Black Leadership Awareness and Culture Club (BLACC) hosted educator, musician and speaker Dr. Emmett G. Price III ’92 in a webinar honoring Black History Month on Feb. 7. Price, who serves as the inaugural Dean of Africana Studies at Berklee College of Music, spoke to the community about his experience at the school and contemporary issues of racism. The virtual event featured student performances and a Q&A session, with students joining the webinar from their classrooms.

The meeting opened with Olivia Sparks ’22 reading an original spoken word poem about the experience of Black people in America and performing a dance celebrating the beauty of natural Black hair. BLACC leaders Ash Wright ’22 and Eghosasere Asemota ’22 discussed the significance of Black History Month and introduced Price, who took part in the inaugural year of BLACC when he attended the school.
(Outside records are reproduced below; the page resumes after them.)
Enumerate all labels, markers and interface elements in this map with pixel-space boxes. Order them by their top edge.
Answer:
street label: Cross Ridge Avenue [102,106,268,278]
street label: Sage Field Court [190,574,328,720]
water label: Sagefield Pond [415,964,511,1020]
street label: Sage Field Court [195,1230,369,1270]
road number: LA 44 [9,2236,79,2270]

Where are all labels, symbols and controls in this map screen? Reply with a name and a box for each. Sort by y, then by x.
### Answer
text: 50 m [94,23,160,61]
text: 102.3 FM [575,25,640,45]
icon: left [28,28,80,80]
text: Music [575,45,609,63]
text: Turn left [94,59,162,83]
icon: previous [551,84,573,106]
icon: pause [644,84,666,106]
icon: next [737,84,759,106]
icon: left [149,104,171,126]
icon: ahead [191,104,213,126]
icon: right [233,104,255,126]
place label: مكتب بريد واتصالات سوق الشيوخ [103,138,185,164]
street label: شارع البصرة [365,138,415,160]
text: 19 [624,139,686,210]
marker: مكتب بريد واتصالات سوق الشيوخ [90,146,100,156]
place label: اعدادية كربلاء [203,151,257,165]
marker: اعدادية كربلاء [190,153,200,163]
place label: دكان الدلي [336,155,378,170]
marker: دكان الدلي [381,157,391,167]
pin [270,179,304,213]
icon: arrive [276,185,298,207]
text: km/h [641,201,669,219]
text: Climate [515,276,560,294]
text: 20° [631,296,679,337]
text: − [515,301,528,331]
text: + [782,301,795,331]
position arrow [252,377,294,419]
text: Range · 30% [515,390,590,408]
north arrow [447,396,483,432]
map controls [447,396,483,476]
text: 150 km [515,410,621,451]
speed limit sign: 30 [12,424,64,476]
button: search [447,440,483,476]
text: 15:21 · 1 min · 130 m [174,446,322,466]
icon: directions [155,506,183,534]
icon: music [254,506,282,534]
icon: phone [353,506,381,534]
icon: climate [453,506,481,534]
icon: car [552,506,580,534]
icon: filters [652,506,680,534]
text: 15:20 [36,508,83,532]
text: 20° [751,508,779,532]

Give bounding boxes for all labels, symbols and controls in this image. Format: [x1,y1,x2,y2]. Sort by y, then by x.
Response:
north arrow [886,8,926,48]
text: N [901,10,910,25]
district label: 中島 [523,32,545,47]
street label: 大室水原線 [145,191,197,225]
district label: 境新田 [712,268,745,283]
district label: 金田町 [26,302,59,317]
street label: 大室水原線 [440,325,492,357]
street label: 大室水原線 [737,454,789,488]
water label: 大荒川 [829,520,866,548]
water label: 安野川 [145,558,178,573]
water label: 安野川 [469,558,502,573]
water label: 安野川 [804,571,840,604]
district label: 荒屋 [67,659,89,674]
Price reflected on his experience as a Black student dealing with racist experiences in the Studio City community.

“Every now and then, some of the neighbors of the school on Coldwater Canyon intentionally called the police on us,” Price said. “For whatever reason, I guess we didn’t belong in the neighborhood. And there were a number of times where a few of us ended up in the backseat of police cars with handcuffs on, trying to call the school—we didn’t have cell phones back then, of course—trying to petition the police officers to call the school so that the school could vouch that we were students and that we belonged in the neighborhood and in the community.”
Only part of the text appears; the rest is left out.